Page 297 - AI Ver 1.0 Class 10
P. 297
Step 4: Repeat the above Steps for all Documents
In the above normalised corpus, we have three documents. So, three lines will be created after this step to create
our Document Vector Table as shown below:
I like oranges also bananas and are good for health
1 1 1 0 0 0 0 0 0 0
1 1 0 1 1 0 0 0 0 0
0 0 1 0 1 1 1 1 1 1
Term Frequency and Inverse Document Frequency (TFIDF)
This method is considered better than the Bag of Words algorithm because BoW gives the numeric vector of each
word in the document but TFIDF through its numeric value gives us the importance of each word in the document.
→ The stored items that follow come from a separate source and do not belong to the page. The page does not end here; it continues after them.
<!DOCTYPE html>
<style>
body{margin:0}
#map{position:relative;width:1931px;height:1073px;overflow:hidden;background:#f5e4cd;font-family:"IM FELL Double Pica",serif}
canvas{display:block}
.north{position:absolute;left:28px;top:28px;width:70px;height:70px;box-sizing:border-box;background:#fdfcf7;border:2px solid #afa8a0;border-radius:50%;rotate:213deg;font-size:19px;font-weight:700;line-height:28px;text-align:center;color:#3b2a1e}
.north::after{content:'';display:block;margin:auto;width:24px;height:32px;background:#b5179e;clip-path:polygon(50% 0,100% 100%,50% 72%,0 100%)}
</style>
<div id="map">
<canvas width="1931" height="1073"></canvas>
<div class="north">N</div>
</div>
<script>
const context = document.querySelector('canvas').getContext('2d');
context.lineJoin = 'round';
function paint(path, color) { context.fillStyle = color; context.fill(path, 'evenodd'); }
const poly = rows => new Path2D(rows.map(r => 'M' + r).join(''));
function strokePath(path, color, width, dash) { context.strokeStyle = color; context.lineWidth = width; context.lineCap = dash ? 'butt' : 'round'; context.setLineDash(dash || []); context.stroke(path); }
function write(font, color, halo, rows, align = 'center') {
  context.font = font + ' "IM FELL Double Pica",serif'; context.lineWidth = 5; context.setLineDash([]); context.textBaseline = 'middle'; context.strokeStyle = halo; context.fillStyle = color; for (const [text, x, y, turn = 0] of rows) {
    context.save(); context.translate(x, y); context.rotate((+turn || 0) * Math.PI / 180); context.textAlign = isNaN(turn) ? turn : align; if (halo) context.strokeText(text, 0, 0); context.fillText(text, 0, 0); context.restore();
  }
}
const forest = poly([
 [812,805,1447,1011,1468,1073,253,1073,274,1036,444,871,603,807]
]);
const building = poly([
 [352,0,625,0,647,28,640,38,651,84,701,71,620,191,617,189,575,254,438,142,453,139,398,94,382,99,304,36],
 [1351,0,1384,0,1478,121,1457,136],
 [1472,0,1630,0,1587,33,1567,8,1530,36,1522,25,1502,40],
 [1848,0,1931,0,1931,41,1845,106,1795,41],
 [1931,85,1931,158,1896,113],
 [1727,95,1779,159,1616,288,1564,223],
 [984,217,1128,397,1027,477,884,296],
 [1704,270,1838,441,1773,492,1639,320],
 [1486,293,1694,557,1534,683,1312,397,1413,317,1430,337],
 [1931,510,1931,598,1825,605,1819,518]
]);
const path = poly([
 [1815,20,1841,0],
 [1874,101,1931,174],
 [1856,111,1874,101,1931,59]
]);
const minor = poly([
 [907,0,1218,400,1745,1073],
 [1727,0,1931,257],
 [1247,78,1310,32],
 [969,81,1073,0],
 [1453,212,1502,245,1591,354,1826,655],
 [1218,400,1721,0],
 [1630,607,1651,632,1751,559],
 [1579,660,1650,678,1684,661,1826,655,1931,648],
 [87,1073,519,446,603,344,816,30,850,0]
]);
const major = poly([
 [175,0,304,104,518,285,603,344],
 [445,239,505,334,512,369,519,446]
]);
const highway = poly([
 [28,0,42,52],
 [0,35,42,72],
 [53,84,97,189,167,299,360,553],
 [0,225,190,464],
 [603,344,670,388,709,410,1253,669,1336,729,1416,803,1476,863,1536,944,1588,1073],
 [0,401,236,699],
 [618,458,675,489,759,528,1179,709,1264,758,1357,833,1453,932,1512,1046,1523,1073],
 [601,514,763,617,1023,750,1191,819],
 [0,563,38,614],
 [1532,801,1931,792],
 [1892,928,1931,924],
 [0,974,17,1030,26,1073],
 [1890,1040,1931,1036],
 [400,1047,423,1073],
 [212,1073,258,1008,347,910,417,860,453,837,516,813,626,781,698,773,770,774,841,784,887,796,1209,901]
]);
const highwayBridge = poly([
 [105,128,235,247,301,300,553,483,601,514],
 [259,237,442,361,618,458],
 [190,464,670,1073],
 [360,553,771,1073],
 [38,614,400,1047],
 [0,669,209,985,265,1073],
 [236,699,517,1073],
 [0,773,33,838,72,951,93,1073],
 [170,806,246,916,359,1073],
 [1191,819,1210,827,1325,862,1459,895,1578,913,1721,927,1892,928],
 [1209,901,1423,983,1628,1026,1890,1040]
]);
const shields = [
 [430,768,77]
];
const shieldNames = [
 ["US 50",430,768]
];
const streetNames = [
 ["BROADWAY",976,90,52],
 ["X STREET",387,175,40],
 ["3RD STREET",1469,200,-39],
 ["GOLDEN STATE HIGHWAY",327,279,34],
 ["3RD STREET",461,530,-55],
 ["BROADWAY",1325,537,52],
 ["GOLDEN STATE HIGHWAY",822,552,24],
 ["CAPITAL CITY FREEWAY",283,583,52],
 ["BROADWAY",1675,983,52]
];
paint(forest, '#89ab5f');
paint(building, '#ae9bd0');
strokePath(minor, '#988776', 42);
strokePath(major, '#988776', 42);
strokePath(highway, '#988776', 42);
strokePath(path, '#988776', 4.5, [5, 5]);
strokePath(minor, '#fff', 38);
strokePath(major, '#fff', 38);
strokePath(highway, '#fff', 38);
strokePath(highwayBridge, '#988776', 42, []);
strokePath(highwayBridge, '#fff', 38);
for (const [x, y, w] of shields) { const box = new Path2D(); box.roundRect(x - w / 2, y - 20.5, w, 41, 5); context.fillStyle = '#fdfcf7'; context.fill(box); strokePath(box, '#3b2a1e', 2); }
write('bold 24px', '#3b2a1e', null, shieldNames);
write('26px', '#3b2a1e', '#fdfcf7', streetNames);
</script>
TFIDF was introduced as a statistical measure of important words in a document. Each word in a document is given
a numeric value as shown below:
Term Frequency
Term Frequency is the frequency of a word in one document. Term frequency can easily be found from the document
vector table as shown in the above example:
I like oranges also bananas and are good for health
1 1 1 0 0 0 0 0 0 0
1 1 0 1 1 0 0 0 0 0
0 0 1 0 1 1 1 1 1 1
Document Frequency
Document Frequency is the number of documents in which the word occurs irrespective of how many times it has
occurred in those documents. It is shown below using the above example:
I like oranges also bananas and are good for health
2 2 2 1 2 1 1 1 1 1
Inverse Document Frequency
Inverse Document Frequency is obtained when document frequency is in the denominator and the total number
of documents is the numerator. It is shown below using the above example:
I like oranges also bananas and are good for health
3/2 3/2 3/2 3/1 3/2 3/1 3/1 3/1 3/1 3/1
Therefore, the formula of TFIDF for any word W becomes:
TFIDF(W) = TF(W) * log(IDF(W))
Here, log is to the base of 10.
Natural Language Processing 295